### How to complete this task
Pick each line containing "service" out of the records.

####

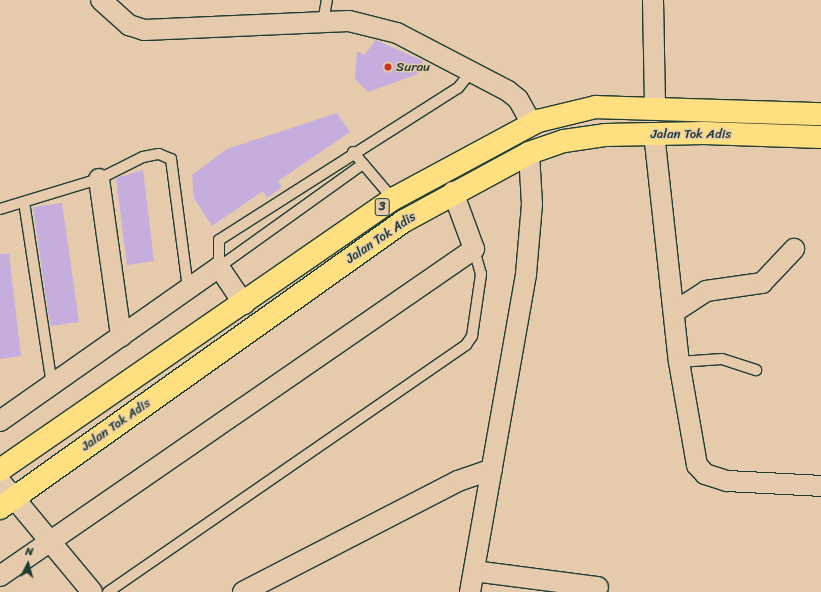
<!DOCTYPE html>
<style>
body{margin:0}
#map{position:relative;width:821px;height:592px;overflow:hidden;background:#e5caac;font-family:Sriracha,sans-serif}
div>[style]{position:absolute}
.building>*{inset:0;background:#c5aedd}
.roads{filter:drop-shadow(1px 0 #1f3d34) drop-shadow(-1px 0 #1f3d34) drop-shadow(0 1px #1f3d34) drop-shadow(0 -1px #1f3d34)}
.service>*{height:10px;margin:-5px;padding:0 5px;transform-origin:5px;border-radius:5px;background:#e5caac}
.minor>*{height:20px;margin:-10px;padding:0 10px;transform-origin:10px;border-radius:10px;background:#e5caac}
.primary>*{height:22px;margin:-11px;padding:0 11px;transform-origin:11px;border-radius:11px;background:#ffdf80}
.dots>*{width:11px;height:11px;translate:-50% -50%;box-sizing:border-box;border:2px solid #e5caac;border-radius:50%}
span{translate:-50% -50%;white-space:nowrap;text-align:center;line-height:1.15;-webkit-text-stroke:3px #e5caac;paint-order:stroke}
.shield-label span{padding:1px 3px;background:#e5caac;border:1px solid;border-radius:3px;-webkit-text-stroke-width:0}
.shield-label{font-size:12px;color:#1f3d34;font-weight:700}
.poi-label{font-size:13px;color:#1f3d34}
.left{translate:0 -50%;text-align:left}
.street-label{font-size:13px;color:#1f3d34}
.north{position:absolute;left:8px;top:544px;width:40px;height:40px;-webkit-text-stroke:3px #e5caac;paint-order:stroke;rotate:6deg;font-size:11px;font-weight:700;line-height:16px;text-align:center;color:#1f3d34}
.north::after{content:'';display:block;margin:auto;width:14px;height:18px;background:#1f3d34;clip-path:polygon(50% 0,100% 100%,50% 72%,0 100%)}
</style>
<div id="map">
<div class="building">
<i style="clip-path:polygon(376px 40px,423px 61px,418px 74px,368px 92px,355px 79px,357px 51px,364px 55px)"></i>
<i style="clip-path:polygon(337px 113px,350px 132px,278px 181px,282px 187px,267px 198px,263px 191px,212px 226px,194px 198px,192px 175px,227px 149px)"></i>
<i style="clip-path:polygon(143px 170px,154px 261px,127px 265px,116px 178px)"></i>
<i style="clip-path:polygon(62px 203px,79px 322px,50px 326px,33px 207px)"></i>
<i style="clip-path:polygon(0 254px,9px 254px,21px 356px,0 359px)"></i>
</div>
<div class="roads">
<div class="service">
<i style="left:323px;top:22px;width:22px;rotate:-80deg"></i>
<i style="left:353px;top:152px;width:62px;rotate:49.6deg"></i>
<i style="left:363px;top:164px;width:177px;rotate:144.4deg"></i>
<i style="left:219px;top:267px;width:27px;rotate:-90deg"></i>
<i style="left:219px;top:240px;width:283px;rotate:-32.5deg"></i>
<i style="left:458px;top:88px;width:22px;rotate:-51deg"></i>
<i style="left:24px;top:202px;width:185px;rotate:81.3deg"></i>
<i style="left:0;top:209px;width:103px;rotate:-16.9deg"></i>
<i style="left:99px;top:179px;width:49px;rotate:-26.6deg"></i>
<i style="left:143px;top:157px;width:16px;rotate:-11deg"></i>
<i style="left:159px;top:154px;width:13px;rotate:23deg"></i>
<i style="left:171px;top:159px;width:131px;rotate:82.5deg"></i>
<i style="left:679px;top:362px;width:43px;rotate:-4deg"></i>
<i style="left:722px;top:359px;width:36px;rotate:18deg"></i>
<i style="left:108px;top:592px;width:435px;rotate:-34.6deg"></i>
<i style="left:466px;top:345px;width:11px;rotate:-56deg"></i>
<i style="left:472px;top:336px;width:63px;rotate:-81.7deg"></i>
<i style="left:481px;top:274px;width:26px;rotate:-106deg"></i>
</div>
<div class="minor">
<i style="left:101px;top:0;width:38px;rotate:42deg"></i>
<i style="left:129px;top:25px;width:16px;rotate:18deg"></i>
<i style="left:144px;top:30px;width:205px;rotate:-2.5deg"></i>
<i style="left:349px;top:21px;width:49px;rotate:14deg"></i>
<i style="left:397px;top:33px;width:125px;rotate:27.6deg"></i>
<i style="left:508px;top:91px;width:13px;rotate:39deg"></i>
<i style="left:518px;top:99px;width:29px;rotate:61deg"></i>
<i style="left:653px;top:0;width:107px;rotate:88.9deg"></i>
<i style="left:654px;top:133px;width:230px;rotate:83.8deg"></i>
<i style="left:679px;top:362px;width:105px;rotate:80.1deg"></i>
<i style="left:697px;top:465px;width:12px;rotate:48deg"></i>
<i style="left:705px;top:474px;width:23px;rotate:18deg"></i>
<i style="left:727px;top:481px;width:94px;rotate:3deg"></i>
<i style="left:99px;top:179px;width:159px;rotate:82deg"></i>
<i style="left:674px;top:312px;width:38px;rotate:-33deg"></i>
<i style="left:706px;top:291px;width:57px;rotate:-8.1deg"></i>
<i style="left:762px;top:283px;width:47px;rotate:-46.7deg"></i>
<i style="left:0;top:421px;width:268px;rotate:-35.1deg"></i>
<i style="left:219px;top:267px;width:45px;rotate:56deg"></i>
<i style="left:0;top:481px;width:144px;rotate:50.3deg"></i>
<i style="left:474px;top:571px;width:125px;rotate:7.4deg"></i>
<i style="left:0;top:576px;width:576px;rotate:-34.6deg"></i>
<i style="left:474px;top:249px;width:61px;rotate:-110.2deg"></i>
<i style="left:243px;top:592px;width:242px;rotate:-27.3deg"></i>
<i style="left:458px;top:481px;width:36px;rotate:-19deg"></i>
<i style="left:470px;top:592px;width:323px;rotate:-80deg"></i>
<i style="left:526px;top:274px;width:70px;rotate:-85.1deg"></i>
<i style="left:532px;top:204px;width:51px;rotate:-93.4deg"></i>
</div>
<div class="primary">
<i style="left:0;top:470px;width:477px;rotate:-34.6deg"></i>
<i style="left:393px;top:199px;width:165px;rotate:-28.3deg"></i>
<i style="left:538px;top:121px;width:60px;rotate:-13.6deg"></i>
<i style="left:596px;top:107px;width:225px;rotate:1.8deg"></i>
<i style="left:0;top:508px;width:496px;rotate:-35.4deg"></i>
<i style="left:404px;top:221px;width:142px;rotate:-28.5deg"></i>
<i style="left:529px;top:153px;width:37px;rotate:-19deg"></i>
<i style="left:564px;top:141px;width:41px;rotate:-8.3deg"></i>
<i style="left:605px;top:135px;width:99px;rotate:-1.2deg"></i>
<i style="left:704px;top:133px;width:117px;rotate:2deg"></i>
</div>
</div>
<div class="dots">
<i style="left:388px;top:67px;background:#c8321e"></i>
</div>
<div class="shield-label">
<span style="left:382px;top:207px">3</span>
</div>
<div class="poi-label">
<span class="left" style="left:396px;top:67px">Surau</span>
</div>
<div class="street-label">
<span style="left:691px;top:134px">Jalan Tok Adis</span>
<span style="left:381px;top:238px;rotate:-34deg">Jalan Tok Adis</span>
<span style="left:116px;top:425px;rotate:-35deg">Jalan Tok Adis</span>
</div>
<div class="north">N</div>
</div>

####

### Final answer
.service>*{height:10px;margin:-5px;padding:0 5px;transform-origin:5px;border-radius:5px;background:#e5caac}
<div class="service">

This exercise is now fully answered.